START ENTRIES PROVIDED
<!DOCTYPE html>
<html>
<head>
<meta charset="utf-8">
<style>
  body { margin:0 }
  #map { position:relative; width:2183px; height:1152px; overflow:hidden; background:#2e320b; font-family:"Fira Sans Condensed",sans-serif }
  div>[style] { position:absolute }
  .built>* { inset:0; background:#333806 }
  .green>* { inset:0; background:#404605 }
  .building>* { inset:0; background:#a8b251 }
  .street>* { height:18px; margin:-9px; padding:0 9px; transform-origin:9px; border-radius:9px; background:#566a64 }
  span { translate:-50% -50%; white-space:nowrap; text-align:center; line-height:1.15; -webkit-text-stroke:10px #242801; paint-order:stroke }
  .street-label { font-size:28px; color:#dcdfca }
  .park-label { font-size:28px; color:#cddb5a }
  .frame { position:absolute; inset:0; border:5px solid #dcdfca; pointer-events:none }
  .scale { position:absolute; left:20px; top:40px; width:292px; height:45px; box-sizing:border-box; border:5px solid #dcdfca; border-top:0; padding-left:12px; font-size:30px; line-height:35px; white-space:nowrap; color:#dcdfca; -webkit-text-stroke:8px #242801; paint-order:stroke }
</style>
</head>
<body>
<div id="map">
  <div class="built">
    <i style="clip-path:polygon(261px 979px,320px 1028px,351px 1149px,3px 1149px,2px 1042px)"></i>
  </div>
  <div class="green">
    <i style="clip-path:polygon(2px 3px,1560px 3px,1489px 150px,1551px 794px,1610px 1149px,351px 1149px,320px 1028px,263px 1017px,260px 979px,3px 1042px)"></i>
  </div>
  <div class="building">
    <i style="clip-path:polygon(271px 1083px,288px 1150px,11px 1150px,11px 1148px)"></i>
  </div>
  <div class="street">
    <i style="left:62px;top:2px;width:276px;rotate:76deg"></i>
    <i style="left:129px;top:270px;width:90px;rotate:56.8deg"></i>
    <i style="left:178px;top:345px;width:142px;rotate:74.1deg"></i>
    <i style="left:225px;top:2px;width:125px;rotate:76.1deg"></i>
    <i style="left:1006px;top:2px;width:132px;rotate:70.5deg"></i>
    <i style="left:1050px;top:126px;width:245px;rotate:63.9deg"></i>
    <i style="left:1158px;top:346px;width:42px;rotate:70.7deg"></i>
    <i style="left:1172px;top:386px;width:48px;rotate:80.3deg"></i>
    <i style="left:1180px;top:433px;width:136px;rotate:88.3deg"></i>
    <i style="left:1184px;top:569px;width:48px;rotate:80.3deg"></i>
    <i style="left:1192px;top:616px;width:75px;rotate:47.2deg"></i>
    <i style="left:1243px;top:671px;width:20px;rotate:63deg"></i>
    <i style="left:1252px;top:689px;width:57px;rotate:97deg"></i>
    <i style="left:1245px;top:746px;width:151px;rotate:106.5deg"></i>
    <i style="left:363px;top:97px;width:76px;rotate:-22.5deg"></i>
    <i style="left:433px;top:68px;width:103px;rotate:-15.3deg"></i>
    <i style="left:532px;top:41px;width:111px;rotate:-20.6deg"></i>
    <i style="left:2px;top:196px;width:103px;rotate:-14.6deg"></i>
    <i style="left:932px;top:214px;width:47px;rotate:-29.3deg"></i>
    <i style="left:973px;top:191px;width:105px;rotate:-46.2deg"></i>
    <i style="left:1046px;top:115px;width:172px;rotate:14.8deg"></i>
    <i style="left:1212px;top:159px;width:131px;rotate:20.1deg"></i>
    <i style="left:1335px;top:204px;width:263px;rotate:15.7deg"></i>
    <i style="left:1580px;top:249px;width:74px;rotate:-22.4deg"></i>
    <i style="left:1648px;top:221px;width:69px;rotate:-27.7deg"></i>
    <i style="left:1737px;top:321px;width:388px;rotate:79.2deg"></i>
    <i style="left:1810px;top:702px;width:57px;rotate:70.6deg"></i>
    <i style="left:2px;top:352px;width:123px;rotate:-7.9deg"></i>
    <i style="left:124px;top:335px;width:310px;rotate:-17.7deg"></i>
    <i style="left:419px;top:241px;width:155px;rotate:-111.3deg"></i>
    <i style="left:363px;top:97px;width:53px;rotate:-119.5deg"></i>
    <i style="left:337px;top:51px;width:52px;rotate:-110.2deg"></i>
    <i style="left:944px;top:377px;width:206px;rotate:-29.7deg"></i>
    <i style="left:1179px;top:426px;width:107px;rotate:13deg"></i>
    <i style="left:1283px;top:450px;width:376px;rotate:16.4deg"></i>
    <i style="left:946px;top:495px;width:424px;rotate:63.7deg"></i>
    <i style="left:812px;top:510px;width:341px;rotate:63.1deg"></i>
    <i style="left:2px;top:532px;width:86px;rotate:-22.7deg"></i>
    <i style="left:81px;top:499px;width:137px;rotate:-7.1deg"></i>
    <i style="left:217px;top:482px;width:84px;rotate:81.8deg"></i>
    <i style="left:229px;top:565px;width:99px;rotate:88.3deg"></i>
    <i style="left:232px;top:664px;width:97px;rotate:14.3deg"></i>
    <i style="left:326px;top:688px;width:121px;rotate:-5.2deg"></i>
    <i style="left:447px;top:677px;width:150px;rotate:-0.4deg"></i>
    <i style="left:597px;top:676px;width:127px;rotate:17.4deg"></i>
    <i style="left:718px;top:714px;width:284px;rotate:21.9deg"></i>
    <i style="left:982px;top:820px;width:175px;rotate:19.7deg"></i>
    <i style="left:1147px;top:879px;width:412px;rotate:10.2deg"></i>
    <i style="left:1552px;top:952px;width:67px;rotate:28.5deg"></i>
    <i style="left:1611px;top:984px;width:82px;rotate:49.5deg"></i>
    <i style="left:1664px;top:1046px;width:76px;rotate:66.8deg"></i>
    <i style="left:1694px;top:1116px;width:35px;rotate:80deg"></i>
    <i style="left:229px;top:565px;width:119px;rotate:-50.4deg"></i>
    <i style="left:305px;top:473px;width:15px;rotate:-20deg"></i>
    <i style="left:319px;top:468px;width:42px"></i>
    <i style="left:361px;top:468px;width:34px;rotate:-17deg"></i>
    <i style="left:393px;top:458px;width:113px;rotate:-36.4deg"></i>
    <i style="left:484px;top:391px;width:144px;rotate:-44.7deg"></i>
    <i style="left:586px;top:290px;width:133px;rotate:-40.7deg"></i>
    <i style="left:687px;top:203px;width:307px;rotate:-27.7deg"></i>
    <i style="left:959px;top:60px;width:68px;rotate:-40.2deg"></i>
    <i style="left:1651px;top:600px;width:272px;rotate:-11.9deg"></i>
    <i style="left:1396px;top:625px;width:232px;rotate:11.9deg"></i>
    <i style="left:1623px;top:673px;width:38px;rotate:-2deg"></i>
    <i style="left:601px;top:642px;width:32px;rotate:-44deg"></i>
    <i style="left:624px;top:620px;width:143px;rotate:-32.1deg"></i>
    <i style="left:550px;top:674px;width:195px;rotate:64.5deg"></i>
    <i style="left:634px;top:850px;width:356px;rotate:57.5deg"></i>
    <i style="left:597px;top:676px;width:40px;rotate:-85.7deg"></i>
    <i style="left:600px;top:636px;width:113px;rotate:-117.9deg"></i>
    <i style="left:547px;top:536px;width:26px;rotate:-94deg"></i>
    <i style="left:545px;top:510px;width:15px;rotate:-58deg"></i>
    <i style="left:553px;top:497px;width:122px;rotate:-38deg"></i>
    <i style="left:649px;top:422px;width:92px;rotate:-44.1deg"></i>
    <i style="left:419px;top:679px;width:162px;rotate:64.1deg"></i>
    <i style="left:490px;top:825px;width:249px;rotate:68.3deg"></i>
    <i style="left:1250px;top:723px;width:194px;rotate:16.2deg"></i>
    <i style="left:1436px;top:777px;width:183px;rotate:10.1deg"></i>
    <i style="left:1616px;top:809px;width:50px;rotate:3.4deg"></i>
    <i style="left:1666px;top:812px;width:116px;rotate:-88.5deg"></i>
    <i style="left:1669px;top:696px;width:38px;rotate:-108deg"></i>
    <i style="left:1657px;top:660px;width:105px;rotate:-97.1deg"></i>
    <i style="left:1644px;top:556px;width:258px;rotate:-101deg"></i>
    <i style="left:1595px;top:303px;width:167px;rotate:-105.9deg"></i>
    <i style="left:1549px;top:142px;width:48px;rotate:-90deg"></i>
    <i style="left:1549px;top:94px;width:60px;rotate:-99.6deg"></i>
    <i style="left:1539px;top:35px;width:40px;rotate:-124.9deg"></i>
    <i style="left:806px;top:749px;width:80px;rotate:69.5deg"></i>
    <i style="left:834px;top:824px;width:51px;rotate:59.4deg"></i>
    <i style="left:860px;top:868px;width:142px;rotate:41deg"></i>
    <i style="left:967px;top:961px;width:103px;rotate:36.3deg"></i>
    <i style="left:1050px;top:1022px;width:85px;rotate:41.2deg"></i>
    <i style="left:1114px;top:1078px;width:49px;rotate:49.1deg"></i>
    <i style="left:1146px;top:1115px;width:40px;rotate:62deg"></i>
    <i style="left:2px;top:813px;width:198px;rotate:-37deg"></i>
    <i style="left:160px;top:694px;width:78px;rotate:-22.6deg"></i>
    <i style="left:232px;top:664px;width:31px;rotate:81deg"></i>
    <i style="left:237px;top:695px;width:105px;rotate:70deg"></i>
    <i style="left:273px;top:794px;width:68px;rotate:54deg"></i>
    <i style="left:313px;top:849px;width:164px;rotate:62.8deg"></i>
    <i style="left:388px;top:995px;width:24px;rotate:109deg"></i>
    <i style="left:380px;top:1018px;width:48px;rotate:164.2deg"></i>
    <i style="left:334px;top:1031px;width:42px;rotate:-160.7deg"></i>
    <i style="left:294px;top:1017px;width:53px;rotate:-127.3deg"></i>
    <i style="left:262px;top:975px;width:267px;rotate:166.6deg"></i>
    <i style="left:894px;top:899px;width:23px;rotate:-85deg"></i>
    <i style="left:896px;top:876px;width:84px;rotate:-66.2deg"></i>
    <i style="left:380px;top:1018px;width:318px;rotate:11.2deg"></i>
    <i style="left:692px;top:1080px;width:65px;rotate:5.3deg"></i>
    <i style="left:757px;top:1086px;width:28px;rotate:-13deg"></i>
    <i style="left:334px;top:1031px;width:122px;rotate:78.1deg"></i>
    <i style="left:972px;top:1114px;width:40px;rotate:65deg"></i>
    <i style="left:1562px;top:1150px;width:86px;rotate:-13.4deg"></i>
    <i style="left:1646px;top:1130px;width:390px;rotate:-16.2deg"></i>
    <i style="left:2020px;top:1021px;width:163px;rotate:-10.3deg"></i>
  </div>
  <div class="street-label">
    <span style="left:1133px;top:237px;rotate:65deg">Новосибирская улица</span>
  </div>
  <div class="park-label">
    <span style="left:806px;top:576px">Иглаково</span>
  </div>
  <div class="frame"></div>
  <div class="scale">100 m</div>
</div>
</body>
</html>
END ENTRIES PROVIDED
## [THE PROBLEM]
Lines from the start of the records through the one containing "position:relative; width:2183px; height:1152px;" are what should be retyped, exactly and in full, both ends included.

## [TASK RESULT]
<!DOCTYPE html>
<html>
<head>
<meta charset="utf-8">
<style>
  body { margin:0 }
  #map { position:relative; width:2183px; height:1152px; overflow:hidden; background:#2e320b; font-family:"Fira Sans Condensed",sans-serif }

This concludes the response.